The government has today (Janauary 29) avoided confirming an analogue radio switch-off in its Digital Britain report. Communications minister, Lord Carter, says there is no reason why analogue and digital radio cannot not exist together.
The report says the government is committed to making DAB a “primary distribution network” for radio. It says DAB has become “the medium of consumer choice” in the UK and the “platform of choice for digital radio listening”.
Carter pledges the government will now work with the BBC to see how it can improve its DAB coverage to at least match FM, and has called on the radio industry to improve the quality and range of its current DAB services.
The report rejects proposals for an extension of commercial radio’s existing analogue and digital radio licences, but instead says an independent review of the future provision and regulation of local commercial radio will take place.
It says: “The government and Ofcom will have key roles to play in providing for a digital future for radio, but this in itself will not be enough.
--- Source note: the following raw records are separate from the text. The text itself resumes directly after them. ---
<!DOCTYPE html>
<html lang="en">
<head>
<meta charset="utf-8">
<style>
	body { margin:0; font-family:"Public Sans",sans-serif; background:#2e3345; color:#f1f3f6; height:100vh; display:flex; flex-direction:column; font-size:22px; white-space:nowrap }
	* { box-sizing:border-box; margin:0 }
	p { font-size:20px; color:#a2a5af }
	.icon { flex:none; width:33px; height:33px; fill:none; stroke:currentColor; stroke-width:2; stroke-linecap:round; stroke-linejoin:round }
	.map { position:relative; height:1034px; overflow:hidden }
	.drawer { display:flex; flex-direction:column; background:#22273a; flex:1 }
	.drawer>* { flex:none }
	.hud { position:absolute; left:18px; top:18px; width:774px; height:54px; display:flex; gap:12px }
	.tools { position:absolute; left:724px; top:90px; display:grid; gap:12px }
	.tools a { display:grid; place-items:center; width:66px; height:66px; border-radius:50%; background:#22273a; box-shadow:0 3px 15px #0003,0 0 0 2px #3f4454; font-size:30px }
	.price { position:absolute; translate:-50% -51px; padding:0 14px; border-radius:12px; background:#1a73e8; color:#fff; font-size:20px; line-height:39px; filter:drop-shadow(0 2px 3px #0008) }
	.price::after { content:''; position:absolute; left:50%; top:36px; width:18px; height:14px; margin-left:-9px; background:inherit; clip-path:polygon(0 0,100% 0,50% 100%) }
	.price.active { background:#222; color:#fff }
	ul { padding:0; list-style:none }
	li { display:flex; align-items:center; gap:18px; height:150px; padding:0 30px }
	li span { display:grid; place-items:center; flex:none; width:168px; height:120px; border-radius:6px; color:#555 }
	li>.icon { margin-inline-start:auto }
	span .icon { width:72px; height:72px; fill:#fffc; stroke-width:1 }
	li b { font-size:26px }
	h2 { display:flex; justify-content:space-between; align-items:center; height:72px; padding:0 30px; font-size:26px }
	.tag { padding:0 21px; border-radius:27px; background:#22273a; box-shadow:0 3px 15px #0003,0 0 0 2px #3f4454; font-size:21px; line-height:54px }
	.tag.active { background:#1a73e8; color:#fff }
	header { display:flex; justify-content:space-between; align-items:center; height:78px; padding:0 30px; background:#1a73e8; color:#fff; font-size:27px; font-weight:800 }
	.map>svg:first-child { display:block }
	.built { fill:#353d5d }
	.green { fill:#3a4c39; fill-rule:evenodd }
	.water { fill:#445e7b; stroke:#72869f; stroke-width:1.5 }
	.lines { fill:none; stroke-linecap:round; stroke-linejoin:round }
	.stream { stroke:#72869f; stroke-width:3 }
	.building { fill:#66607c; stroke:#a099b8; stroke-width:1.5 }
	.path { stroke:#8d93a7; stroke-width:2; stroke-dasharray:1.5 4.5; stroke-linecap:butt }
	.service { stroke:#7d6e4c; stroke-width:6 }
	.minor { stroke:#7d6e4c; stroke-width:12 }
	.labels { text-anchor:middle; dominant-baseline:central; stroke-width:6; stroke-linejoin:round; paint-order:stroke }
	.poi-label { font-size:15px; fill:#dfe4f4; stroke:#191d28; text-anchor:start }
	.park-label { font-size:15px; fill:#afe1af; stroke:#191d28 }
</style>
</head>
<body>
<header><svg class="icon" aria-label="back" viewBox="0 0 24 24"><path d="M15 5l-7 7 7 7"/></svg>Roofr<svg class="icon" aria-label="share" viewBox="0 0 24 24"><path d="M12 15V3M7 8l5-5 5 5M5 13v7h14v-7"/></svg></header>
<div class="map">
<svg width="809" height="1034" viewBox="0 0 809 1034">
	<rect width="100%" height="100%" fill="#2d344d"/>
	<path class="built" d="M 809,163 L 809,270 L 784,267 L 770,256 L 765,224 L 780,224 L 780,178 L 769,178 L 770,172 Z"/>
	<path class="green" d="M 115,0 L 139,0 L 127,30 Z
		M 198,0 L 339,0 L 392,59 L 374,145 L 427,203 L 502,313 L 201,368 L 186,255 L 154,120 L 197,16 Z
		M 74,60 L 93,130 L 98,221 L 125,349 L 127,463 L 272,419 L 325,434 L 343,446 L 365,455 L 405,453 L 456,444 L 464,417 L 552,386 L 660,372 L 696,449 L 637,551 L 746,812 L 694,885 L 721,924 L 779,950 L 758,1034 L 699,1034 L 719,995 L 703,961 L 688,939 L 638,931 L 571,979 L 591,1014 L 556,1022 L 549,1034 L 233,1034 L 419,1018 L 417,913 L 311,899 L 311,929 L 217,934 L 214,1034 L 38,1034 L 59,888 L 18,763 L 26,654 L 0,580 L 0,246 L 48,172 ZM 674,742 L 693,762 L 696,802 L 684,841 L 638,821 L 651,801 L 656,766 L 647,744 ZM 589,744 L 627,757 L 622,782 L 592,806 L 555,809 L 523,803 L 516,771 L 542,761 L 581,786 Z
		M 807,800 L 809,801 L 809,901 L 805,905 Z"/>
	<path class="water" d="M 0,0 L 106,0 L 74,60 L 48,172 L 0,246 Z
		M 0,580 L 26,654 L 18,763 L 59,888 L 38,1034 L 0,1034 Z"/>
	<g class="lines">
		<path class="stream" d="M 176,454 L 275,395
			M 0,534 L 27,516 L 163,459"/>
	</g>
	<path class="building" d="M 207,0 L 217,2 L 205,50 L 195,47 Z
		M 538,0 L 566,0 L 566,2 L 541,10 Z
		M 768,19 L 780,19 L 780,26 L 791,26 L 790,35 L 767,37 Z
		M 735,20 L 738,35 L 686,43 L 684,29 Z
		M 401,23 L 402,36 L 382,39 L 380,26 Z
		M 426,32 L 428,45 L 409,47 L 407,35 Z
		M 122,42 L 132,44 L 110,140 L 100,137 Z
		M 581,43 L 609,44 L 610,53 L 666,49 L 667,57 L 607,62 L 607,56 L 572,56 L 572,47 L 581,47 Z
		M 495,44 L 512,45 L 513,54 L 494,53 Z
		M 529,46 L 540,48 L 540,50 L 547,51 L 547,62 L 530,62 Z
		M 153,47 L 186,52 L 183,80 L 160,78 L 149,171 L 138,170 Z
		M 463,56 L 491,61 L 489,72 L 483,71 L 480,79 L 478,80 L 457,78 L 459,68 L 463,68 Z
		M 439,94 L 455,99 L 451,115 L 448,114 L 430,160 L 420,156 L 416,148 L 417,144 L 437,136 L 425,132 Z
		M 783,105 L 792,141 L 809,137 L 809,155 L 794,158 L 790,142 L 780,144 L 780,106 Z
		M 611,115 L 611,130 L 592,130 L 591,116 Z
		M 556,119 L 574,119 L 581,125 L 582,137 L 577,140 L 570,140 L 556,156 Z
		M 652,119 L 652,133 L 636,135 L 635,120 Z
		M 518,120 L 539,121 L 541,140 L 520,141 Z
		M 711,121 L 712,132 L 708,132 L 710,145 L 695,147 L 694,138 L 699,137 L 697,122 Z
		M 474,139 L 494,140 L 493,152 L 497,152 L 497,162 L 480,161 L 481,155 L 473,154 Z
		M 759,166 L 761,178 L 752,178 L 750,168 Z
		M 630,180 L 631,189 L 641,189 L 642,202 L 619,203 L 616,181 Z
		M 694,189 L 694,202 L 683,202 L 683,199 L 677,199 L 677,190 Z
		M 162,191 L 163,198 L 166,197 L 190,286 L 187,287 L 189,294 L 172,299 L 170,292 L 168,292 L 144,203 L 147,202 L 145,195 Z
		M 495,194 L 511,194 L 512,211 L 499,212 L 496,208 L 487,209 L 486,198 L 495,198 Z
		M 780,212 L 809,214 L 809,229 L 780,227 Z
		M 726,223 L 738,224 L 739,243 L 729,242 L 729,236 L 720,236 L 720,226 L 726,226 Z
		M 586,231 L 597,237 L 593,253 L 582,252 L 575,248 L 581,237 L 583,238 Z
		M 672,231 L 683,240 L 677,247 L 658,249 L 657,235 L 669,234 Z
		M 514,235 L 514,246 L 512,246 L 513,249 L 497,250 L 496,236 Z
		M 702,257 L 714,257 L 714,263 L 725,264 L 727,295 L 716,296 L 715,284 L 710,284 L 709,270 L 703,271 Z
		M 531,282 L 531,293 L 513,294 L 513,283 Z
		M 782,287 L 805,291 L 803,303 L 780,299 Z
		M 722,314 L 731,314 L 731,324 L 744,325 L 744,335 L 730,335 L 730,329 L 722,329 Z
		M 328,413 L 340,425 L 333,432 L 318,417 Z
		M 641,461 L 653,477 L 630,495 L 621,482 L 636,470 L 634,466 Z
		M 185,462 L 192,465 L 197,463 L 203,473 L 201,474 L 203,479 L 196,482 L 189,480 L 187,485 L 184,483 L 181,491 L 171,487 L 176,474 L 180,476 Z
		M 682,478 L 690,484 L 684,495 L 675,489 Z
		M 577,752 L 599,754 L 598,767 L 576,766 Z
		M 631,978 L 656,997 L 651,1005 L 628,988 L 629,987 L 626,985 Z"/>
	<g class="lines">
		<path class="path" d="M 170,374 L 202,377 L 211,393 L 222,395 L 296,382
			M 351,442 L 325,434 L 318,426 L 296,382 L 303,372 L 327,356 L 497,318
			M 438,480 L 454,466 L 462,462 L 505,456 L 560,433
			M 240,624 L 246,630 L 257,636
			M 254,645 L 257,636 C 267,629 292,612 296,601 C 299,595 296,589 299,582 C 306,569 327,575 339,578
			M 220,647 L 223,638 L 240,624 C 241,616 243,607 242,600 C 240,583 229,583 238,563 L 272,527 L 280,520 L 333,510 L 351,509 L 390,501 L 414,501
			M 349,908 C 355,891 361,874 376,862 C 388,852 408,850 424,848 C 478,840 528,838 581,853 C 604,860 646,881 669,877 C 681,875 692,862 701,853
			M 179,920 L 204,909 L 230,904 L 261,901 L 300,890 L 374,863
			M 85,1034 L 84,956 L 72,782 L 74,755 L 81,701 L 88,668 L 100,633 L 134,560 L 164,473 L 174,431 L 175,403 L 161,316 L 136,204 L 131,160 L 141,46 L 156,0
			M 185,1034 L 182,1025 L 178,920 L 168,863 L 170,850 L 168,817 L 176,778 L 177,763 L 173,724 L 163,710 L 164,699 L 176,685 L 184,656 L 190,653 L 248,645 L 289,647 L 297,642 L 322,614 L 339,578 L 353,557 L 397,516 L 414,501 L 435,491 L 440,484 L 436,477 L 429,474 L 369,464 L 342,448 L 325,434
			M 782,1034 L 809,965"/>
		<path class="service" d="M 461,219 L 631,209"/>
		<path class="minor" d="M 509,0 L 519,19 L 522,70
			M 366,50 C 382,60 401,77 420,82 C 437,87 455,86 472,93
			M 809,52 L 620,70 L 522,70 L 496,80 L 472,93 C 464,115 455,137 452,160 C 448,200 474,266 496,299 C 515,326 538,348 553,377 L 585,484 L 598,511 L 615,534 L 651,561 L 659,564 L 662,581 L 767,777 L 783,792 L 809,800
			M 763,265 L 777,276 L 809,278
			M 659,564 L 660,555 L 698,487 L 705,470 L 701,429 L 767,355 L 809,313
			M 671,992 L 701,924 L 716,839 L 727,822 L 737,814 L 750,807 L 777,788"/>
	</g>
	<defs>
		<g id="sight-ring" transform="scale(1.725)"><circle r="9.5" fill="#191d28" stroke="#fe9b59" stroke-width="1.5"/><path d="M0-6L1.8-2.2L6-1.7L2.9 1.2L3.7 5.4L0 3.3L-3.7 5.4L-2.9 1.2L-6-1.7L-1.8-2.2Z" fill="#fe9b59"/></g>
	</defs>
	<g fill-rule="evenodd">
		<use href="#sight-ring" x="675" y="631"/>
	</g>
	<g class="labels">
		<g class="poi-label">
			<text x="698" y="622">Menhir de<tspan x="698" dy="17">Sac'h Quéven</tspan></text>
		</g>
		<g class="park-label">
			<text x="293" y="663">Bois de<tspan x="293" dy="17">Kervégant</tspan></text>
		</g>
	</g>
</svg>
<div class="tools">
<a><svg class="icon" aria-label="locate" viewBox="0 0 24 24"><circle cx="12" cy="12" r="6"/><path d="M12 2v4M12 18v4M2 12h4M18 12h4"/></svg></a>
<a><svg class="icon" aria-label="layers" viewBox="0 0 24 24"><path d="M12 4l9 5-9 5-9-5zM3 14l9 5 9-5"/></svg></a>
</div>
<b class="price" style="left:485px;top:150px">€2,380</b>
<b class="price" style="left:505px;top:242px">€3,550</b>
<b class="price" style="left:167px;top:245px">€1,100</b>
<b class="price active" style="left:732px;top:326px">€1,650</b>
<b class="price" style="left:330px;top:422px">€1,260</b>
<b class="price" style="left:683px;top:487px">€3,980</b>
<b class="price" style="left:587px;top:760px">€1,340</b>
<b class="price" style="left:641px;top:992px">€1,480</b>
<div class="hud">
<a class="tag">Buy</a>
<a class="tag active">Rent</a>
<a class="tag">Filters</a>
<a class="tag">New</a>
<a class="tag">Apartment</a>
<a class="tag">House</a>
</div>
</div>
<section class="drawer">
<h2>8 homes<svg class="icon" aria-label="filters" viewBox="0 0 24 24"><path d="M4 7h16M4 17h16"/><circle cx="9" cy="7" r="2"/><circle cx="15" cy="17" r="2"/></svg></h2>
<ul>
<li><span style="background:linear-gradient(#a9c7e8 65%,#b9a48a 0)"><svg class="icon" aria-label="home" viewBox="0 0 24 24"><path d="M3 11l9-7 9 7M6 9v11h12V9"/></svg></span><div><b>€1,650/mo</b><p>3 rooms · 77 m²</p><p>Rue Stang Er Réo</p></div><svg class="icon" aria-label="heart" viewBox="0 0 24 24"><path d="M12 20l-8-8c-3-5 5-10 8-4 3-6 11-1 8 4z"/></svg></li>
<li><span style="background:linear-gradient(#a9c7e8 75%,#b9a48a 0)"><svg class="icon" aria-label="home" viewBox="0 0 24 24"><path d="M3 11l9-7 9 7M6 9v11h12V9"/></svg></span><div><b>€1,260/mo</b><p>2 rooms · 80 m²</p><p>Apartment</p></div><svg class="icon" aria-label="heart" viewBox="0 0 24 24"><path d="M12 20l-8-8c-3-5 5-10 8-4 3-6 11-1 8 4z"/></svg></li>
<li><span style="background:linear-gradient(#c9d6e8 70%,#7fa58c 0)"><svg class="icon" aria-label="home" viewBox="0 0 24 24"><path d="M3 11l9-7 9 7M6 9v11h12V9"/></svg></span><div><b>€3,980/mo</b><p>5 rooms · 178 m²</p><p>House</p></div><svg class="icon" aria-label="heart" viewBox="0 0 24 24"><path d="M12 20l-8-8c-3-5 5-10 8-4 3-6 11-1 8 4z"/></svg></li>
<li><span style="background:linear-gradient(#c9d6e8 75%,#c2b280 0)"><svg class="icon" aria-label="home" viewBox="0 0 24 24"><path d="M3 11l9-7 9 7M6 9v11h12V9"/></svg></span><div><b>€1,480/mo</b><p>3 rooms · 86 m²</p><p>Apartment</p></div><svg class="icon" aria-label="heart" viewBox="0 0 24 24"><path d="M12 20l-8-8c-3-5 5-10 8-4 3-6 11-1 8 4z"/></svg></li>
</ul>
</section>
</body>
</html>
We will expect the radio industry to strengthen its consumer proposition in terms of new and innovative content and to take advantage of the technological developments that DAB can offer.”
It stresses there is no need to address the issue of a switch-off of the analogue radio signal, in the same way as television.
A digital migration plan in radio will not begin until digital radio accounts for more than 50% of all radio listening and national DAB coverage met current FM levels it adds – digital radio currently accounts for 18.3% of all radio listening.
It also says local DAB must reach 90% of the population and all major roads before migration could begin – a target it says is unlikely to be met before 2015.
In order to speed this up, the government will create a “digital radio delivery group”, including manufacturers, consumer representatives, commercial radio groups and the BBC, with a role to “increase the attractiveness, availability and affordability of DAB and to advise on the digital migration plan”.
It will also conduct a cost-benefit analysis of digital migration and will grant a one-off, five-year extension of existing community radio licence, and re-examine the rules on the funding of community radio.